Après cette exposition, j'eus le plaisir, voire le privilège, de visiter son atelier. Dans une pièce de son domicile où chaque mur porte au moins une de ses créations, galerie chatoyante autant que privée, sous le toit percé d'un velux, son chevalet soutient sa dernière toile. Son dernier code-barre, me dit-elle. Une femme nue, au visage rentré dans les genoux, assise comme en tailleur, laisse sa chevelure couler sur ses jambes. Drapée d'un voile imprimé de fleurs et de pois aux multiples couleurs, elle montre dans sa nudité la fragilité de l'artiste qui surmonte l'âpreté des rayures sombres. Ce voile qui s'enfuit de la toile appelle la suite de son parcours pictural. Elle m'offre la possibilité de contempler d'autres travaux, et je découvre la face cachée de ce peintre aux facettes nombreuses, kaléidoscope vivant qui explore dans chaque tableau un thème qui lui est cher. Elle possède une zone interdite, un territoire sombre qu'elle conserve pour le moment, où les déchirures et les lumières de la nuit se retiennent pour un jour mieux éclater aux yeux du public.

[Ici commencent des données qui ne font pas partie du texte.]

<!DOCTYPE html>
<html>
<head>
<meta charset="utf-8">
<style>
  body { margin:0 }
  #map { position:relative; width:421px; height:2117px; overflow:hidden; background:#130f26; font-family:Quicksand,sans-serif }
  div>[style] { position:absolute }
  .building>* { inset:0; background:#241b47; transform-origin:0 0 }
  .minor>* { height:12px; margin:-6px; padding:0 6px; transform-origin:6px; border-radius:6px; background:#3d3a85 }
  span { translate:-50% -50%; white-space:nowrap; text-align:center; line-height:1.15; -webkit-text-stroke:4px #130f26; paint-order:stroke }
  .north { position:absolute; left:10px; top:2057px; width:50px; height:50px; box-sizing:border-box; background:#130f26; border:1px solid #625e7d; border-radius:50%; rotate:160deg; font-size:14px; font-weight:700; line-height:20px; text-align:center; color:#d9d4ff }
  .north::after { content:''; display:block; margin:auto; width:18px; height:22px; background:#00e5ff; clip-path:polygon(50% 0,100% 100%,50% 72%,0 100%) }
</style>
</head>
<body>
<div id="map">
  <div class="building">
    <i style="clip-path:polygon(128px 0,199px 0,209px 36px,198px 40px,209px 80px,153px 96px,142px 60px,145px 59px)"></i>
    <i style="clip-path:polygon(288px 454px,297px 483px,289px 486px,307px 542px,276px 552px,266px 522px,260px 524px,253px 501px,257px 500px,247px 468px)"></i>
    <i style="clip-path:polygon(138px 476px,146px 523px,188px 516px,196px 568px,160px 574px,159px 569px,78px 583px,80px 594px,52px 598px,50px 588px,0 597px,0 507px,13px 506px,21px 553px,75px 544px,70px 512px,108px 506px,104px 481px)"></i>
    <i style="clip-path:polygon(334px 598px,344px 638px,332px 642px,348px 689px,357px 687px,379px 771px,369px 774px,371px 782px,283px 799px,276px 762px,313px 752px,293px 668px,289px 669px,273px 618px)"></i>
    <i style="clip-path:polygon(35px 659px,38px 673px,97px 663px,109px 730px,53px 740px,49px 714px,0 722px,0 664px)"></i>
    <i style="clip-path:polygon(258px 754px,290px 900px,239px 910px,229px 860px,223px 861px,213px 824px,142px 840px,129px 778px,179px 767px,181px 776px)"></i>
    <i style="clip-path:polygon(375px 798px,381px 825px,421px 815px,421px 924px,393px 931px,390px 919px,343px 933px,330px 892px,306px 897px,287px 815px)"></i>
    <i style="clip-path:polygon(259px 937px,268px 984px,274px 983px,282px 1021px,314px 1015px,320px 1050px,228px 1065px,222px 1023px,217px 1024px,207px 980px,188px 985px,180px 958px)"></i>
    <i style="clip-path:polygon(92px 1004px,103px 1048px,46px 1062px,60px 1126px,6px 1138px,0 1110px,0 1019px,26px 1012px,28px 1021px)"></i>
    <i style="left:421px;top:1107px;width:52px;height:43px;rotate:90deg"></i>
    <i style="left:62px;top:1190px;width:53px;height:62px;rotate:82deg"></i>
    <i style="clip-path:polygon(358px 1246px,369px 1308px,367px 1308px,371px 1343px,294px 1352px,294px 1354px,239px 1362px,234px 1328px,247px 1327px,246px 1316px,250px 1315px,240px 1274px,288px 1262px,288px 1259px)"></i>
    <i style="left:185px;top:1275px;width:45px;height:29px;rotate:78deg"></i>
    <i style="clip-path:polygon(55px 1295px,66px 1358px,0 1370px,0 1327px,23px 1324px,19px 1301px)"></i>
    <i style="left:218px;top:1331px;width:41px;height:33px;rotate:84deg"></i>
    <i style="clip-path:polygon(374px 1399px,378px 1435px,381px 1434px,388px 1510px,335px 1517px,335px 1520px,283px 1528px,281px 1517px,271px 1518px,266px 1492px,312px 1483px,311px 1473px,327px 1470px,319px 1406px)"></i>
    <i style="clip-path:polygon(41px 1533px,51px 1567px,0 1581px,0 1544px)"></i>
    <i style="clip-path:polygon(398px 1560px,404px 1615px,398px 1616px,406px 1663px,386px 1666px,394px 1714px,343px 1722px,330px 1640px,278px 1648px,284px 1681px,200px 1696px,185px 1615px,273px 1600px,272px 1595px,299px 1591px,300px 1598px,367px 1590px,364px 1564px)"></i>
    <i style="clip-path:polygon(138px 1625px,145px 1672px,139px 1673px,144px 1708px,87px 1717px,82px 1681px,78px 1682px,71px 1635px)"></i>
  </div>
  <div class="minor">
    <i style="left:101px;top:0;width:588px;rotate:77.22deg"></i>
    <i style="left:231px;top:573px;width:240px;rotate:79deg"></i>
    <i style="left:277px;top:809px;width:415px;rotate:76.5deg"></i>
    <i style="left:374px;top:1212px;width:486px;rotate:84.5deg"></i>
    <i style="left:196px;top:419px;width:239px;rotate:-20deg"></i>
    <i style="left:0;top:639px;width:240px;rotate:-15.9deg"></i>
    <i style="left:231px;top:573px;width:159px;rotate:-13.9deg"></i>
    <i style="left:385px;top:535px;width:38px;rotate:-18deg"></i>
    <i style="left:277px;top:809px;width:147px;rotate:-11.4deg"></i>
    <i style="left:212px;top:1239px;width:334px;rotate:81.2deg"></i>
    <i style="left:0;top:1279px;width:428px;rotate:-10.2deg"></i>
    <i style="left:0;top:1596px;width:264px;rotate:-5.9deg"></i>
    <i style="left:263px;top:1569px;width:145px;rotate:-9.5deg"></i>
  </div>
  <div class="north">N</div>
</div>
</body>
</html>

La musique constitue un autre domaine où son sens artistique trouve un terrain expressif. Auteur-compositeur de chansons, pianiste avertie, elle eut en 1990 un succès londonnien qui ne trouva pas d'écho en raison d'obligations familiales et maternelles. Mais elle poursuit son chemin sur cette voie dans l'écriture récente de chansons aux textes acérés, tendres et précis, portés par des mélodies simples et pénétrantes comme ses tableaux. Son temps est consacré à la peinture, mais ses qualités musicales pourraient recevoir une réelle reconnaissance le jour où elle se penchera de nouveau sur son clavier.

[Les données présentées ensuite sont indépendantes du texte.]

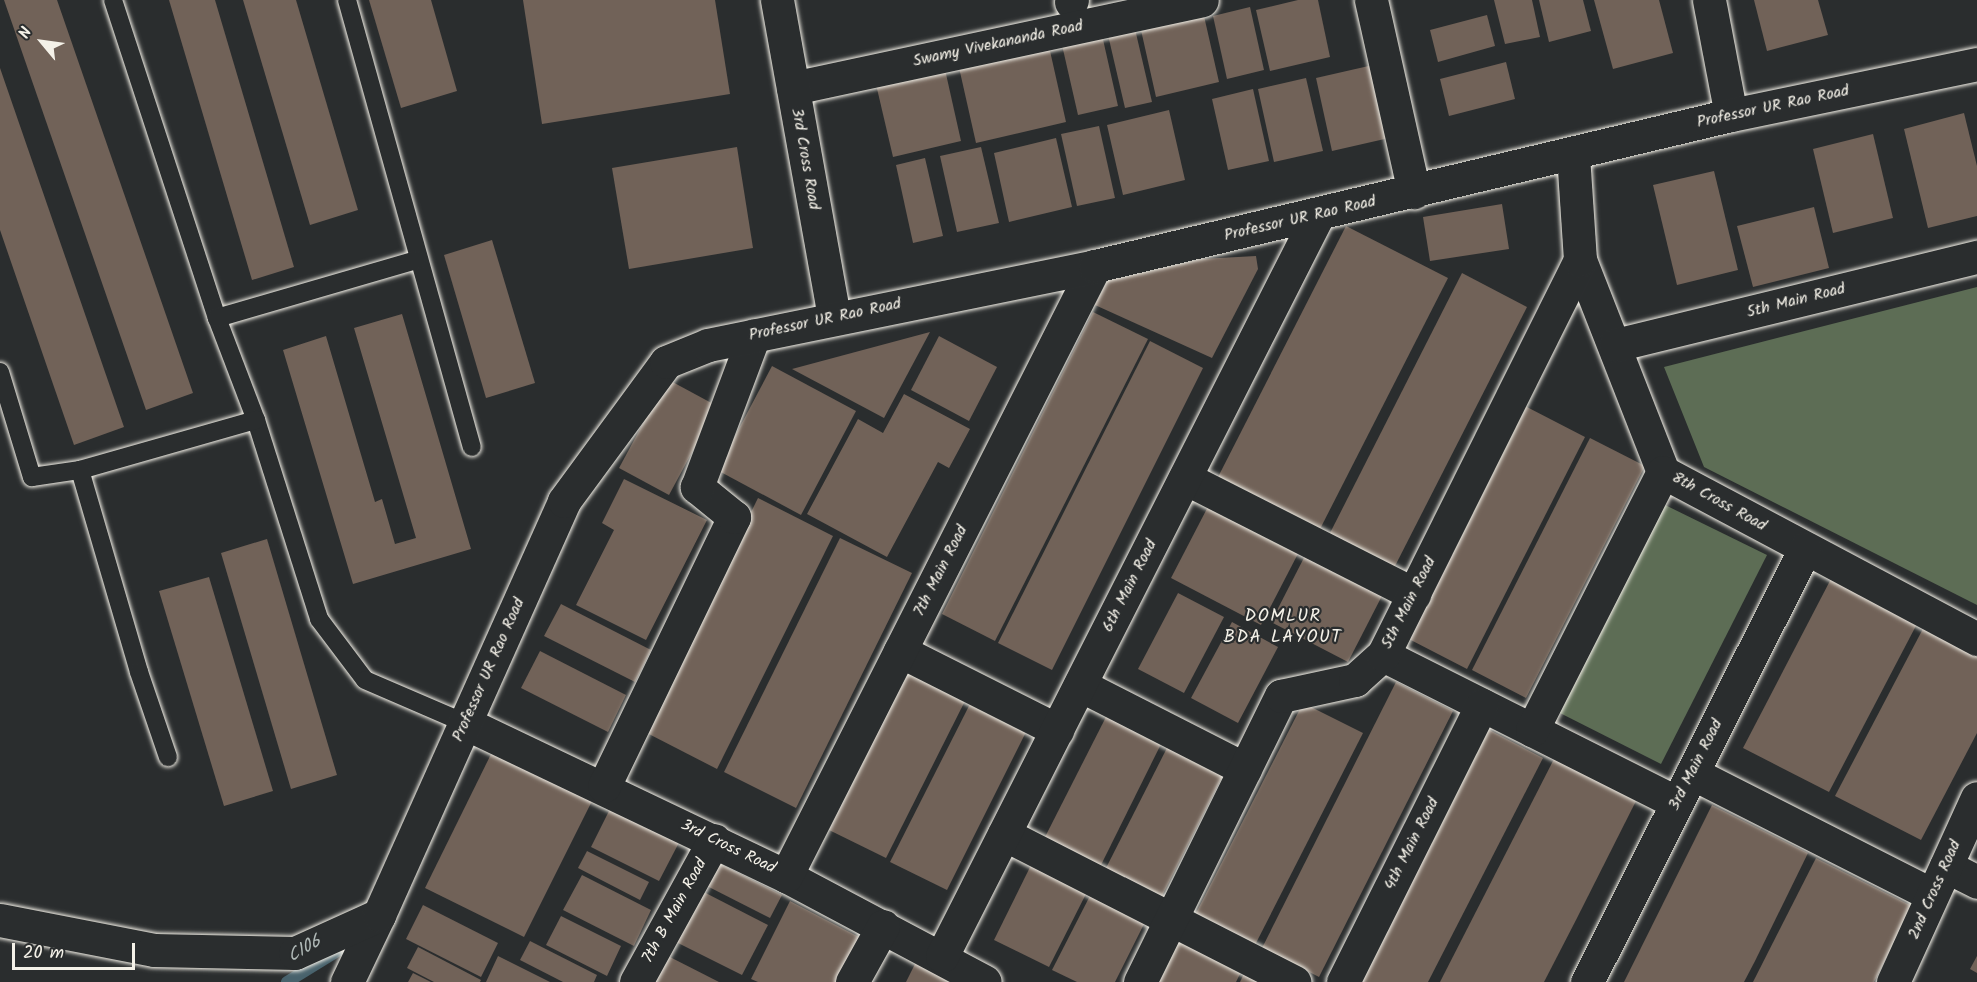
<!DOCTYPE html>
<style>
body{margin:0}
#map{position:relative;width:1977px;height:982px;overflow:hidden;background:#2a2d2e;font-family:Kalam,sans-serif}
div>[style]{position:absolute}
.green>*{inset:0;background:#5d6d55}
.stream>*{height:12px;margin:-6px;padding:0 6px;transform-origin:6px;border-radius:6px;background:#48626c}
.building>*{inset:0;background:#716258}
.roads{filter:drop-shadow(0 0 2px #f4f1e8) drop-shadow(0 0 2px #f4f1e8)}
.service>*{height:18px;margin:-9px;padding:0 9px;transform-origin:9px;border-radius:9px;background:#2a2d2e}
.minor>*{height:33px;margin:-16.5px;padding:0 16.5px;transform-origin:16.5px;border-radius:16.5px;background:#2a2d2e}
.tertiary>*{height:33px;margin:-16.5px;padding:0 16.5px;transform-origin:16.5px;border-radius:16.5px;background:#2a2d2e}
span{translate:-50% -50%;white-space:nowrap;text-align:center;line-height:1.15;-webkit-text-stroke:4.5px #2a2d2e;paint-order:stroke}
.street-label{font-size:16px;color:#f4f1e8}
.neighbourhood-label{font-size:18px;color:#f4f1e8;letter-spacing:1.5px}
.water-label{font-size:18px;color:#afb8b6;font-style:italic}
.north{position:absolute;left:12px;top:12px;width:60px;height:60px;-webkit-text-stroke:4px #2a2d2e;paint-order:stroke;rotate:299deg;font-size:16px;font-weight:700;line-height:24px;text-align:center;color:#f4f1e8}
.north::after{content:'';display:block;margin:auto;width:21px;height:27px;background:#f4f1e8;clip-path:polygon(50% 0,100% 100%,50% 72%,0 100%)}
.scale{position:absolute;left:12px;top:943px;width:123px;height:27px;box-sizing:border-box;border:3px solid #f4f1e8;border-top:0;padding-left:8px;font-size:18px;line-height:21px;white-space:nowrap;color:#f4f1e8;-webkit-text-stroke:4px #2a2d2e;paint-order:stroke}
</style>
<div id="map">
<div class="green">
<div style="clip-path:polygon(1977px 287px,1977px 605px,1704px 467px,1664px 367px)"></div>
<div style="clip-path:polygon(1661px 503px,1767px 555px,1661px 764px,1556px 711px)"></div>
</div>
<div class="stream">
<div style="left:287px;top:982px;width:65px;rotate:-31.7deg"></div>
</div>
<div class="building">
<div style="clip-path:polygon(4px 0,57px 0,193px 393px,146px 410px)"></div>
<div style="clip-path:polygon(169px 0,215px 0,294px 267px,252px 280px)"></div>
<div style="clip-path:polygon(243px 0,296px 0,358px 210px,310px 225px)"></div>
<div style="clip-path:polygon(369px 0,431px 0,457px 91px,401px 108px)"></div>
<div style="clip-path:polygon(523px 0,715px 0,730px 94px,542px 124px)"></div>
<div style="clip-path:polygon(1298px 0,1318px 0,1330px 57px,1270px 71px,1256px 10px)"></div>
<div style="clip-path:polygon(1494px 0,1532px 0,1540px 37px,1505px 44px)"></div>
<div style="clip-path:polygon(1539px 0,1583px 0,1591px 31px,1549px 42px)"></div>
<div style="clip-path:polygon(1594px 0,1659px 0,1673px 53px,1613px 69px)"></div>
<div style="clip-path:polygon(1754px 0,1818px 0,1828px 35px,1767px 51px)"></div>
<div style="clip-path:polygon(1250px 7px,1264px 70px,1227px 79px,1213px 16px)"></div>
<div style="clip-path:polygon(1487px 15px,1495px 46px,1438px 62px,1430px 30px)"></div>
<div style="clip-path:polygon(1204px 16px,1219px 82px,1156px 97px,1141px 30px)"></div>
<div style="clip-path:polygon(1135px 29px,1152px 102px,1125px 108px,1108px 35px)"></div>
<div style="clip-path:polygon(1102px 35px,1118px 106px,1078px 115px,1062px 45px)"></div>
<div style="clip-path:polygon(1048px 42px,1066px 122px,976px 143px,958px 63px)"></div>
<div style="clip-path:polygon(1506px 62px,1515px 99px,1449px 116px,1440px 79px)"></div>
<div style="clip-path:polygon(944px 65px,961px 141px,893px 157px,875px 80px)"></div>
<div style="clip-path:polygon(1373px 65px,1389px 138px,1332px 151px,1316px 78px)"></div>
<div style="clip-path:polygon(0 68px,124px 427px,74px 445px,0 230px)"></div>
<div style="clip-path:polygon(1306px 78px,1323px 151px,1274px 162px,1258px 89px)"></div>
<div style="clip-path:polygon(1253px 89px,1269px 161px,1228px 170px,1212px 99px)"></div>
<div style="clip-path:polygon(1169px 110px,1185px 180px,1123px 195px,1107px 125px)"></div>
<div style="clip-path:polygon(1964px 113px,1977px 166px,1977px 216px,1928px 228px,1904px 129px)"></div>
<div style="clip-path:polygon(1099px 126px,1115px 198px,1077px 206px,1061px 134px)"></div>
<div style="clip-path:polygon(1873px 134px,1893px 218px,1833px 233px,1813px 149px)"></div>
<div style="clip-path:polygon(1056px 138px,1072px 207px,1009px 222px,994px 153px)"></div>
<div style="clip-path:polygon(737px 147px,753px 248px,629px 269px,612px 168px)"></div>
<div style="clip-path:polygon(981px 147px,999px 223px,957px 232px,940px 156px)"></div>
<div style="clip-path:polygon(925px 158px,943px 236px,913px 243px,896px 165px)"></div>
<div style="clip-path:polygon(1714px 171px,1738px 270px,1677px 285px,1653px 185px)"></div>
<div style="clip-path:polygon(1502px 204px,1509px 249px,1430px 261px,1423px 217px)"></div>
<div style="clip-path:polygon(1814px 207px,1829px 268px,1753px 287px,1737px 226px)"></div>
<div style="clip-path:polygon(1346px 226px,1448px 278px,1319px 531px,1217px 479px)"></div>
<div style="clip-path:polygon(492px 240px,535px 383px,486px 398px,444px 255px)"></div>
<div style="clip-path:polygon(1256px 256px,1258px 269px,1212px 358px,1095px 305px,1107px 281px,1201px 259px)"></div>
<div style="clip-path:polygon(1462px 273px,1527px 307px,1394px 568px,1329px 535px)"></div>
<div style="clip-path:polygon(1093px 312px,1148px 339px,995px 641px,942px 614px)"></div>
<div style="clip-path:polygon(402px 314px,471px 549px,353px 584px,283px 350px,326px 336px,375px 502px,382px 499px,395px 544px,416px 538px,354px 328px)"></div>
<div style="clip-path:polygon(930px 332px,884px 418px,792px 369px)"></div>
<div style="clip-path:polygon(939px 336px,997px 367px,969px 421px,911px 390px)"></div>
<div style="clip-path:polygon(1150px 341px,1203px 368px,1052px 670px,998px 643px)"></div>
<div style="clip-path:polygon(772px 366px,856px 411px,801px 515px,717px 470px)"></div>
<div style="clip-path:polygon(667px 379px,717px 406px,669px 495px,619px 468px)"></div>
<div style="clip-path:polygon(904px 394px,970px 429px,949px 468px,938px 462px,887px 557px,807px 514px,858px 419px,883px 433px)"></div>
<div style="clip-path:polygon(1523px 405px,1585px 437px,1467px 669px,1405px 637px)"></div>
<div style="clip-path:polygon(1590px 438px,1645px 466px,1526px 698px,1472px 670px)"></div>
<div style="clip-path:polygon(624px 479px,707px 520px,646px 640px,576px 605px,614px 530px,602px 523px)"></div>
<div style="clip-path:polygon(1213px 497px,1303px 544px,1261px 625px,1171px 578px)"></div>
<div style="clip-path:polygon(758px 498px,833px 536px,717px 769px,643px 731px)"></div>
<div style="clip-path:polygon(840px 538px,912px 573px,796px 808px,724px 772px)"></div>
<div style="clip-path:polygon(267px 539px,337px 775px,291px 789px,221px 553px)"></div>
<div style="clip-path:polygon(1309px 548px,1386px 588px,1348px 662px,1271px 622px)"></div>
<div style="clip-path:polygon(1833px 575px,1919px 620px,1829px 792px,1743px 748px)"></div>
<div style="clip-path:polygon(209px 577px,273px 791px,224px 806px,159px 591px)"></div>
<div style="clip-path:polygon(1178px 593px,1224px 617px,1184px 693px,1138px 669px)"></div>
<div style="clip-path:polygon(561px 604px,651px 650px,635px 682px,544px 636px)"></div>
<div style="clip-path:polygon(1232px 622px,1278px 647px,1238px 723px,1191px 698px)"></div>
<div style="clip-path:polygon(1926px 623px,1977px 650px,1977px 733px,1921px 840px,1835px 796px)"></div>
<div style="clip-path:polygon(540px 651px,626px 695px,608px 732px,521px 688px)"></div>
<div style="clip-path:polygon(909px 670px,966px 699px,886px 858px,829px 830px)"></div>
<div style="clip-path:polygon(1396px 682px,1453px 711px,1319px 977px,1262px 948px)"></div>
<div style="clip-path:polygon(971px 702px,1027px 730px,947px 890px,890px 862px)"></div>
<div style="clip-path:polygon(1303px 703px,1363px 733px,1255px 945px,1195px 915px)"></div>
<div style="clip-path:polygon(1108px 713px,1163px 740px,1100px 867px,1044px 839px)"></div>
<div style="clip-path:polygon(1482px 726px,1543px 758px,1428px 982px,1351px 982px)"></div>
<div style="clip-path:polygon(496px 744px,596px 793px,524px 937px,425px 888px)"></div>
<div style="clip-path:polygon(1169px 744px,1225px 771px,1161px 898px,1105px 870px)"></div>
<div style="clip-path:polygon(1554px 759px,1636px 801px,1577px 918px,1544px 982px,1440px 982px)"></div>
<div style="clip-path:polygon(616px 797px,685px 831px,659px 881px,591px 847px)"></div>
<div style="clip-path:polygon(1712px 805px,1808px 853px,1755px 961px,1744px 982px,1624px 982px)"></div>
<div style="clip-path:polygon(587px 851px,649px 882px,640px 900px,578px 868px)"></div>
<div style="clip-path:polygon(1036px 855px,1091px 884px,1049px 967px,994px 940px)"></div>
<div style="clip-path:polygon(1816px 858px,1912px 906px,1874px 982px,1753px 982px)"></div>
<div style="clip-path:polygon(716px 862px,782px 895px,770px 918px,705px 885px)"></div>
<div style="clip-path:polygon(582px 875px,651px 910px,634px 946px,563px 910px)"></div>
<div style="clip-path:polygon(1095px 886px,1149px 914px,1115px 982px,1077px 982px,1052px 970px)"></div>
<div style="clip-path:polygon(694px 887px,768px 925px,742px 975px,668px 938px)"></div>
<div style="clip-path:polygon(790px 901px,859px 937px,839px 982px,758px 982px,751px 979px)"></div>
<div style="clip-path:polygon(423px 905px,498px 943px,481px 977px,406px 939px)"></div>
<div style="clip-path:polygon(561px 916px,621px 946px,607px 976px,546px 945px)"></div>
<div style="clip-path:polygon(1184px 931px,1246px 962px,1236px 982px,1158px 982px)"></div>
<div style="clip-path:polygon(530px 941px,597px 975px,594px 982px,563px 982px,520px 960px)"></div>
<div style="clip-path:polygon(418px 947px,481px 980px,480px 982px,434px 982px,407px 968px)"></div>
<div style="clip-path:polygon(664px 954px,719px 982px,650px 982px)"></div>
<div style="clip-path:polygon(498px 956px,550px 982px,486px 982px)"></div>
<div style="clip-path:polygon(1977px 956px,1977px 973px,1970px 969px)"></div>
<div style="clip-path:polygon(917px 960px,962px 982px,906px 982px)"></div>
<div style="clip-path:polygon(1248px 965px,1282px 982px,1240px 982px)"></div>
<div style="clip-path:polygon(413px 973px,431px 982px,408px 982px)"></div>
</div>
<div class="roads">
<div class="service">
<div style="left:113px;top:0;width:335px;rotate:71.9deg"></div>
<div style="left:217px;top:318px;width:109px;rotate:69.1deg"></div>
<div style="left:256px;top:420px;width:209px;rotate:72.4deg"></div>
<div style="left:319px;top:619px;width:76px;rotate:53deg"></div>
<div style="left:365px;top:680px;width:109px;rotate:23.3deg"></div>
<div style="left:347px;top:0;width:464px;rotate:74.4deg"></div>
<div style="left:217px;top:318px;width:208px;rotate:-16.2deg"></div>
<div style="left:0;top:372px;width:110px;rotate:73.1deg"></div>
<div style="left:32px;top:477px;width:49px;rotate:-8.3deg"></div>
<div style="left:80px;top:470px;width:183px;rotate:-15.9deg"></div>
<div style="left:80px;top:470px;width:210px;rotate:73.7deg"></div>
<div style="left:139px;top:672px;width:90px;rotate:71.2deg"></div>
</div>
<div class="minor">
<div style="left:1371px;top:0;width:197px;rotate:77.4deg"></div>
<div style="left:1709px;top:0;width:117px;rotate:79.2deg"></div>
<div style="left:1071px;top:2px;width:2px;rotate:-63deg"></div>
<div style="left:793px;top:88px;width:418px;rotate:-12.1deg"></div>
<div style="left:1580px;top:260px;width:228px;rotate:68.6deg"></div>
<div style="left:1663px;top:472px;width:356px;rotate:28deg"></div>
<div style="left:1615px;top:345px;width:373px;rotate:-13.7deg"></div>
<div style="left:1185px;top:478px;width:257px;rotate:26.9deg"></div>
<div style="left:900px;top:651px;width:176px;rotate:26.7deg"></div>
<div style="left:1383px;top:655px;width:329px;rotate:26.7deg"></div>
<div style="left:1080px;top:685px;width:185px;rotate:27deg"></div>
<div style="left:465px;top:723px;width:356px;rotate:25.5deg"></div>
<div style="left:786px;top:876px;width:225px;rotate:28deg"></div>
<div style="left:1532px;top:730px;width:289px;rotate:-63.1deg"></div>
<div style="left:1692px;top:773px;width:269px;rotate:26.9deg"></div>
<div style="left:604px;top:786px;width:299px;rotate:-64.2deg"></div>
<div style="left:734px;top:517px;width:48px;rotate:-141deg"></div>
<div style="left:697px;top:487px;width:162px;rotate:-69.4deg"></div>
<div style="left:1004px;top:834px;width:326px;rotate:27deg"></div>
<div style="left:1946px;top:866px;width:35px;rotate:27deg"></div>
<div style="left:786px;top:876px;width:684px;rotate:-63.14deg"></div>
<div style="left:942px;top:956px;width:831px;rotate:-63.1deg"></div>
<div style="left:347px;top:982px;width:74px;rotate:-64.5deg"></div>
<div style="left:636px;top:982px;width:162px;rotate:-61.2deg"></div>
<div style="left:852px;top:982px;width:64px;rotate:-61deg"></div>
<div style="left:1140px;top:982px;width:319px;rotate:-63.8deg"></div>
<div style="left:1281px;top:696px;width:76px;rotate:-12.2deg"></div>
<div style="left:1355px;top:680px;width:38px;rotate:-42deg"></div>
<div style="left:1383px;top:655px;width:441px;rotate:-63.5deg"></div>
<div style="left:1580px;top:260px;width:105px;rotate:-93.8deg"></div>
<div style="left:1343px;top:982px;width:310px;rotate:-63.4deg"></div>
<div style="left:1587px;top:982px;width:485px;rotate:-63.3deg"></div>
<div style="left:1893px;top:982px;width:202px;rotate:-65.5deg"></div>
</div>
<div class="tertiary">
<div style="left:777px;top:0;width:323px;rotate:79.8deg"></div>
<div style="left:0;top:920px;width:157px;rotate:11deg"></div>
<div style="left:154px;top:950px;width:141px;rotate:1.2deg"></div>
<div style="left:295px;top:953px;width:92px;rotate:-24.3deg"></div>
<div style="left:379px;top:915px;width:453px;rotate:-65.9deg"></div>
<div style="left:564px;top:501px;width:172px;rotate:-53.7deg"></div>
<div style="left:666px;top:362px;width:45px;rotate:-22deg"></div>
<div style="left:708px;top:345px;width:395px;rotate:-11.5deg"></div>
<div style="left:1095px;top:266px;width:654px;rotate:-13.36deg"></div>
<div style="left:1731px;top:115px;width:251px;rotate:-11.7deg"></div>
</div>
</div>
<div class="street-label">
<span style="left:998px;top:44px;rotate:-12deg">Swamy Vivekananda Road</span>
<span style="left:1773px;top:107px;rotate:-12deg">Professor UR Rao Road</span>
<span style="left:805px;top:159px;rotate:80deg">3rd Cross Road</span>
<span style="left:1300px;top:219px;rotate:-13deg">Professor UR Rao Road</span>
<span style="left:1796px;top:301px;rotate:-14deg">5th Main Road</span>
<span style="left:825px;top:320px;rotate:-12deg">Professor UR Rao Road</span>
<span style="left:1719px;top:502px;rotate:29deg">8th Cross Road</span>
<span style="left:941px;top:571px;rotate:-63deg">7th Main Road</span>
<span style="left:1130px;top:586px;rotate:-63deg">6th Main Road</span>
<span style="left:1409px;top:603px;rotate:-63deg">5th Main Road</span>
<span style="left:489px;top:670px;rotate:-66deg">Professor UR Rao Road</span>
<span style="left:1696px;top:765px;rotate:-63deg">3rd Main Road</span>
<span style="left:1412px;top:844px;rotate:-63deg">4th Main Road</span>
<span style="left:728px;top:847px;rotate:26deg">3rd Cross Road</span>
<span style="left:1935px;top:890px;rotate:-66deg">2nd Cross Road</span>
<span style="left:675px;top:911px;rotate:-61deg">7th B Main Road</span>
</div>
<div class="neighbourhood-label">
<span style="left:1283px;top:628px">DOMLUR<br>BDA LAYOUT</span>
</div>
<div class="water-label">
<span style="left:305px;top:950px;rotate:-31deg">C106</span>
</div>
<div class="north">N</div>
<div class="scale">20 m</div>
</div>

Caroline K est un artiste réaliste, plus que figuratif. Elle peint avec précision, ignore le noir mais le fabrique si besoin, et parle de ses influences avec une réserve qui exprime son respect pour Klimt ou Kandinsky. La couleur est un véritable mode d'expression, les formes représentent l'esprit et l'assemblage construit une oeuvre éclectique, riche et poignante. Au mois de décembre, au cours d'une déambulation au marché de la création de La Bastille, je tombe sur son stand. Elle est là, entourée de petits tableaux où l'on retrouve ses petites poules. En particulier, les poules à Caro, clin d'oeil personnel, sont des petits formats où des poulettes rebondies, faites de papiers peints, se prélassent sur fonds de carreaux ressemblant à du Vichy de différentes nuances. Caroline K m'explique qu'elle se dédouble et crée Caroline K Pop, ligne de toiles accessibles, plus décoratives, sur des supports de lin naturel par exemple. Sa créativité et sa gaieté se retrouvent dans ces travaux légers et de grande qualité. Dès qu'elle manie son pinceau, quel que soit le format ou le sujet, elle saisit le regard et parvient à dire sa sensibilité, sans forcer, sans procédé ni tricherie. C'est là le vrai talent.

Il faut, sans hésiter ni tarder, découvrir Caroline K. Que ce soit sur son site internet web.mac.com/caroline.k ou son blog http://kotlapoule.over-blog.com, ou que ce soit dans ses expositions à venir (voir le programme sur son site, rubrique actualité). Cette artiste en pleine évolution recèle un potentiel qui va devrait prendre valeur dans les années à venir. Du reste, ses récentes toiles sur le mouvement confirment son brio, qu'elle parvient à faire progresser tout en conduisant une vie de famille en tant que mère de trois filles.

Le talent finit toujours par être apprécié. Caroline K est un cas remarquable qu'il nous appartient d'encourager en propageant notre plaisir de contempler ses oeuvres.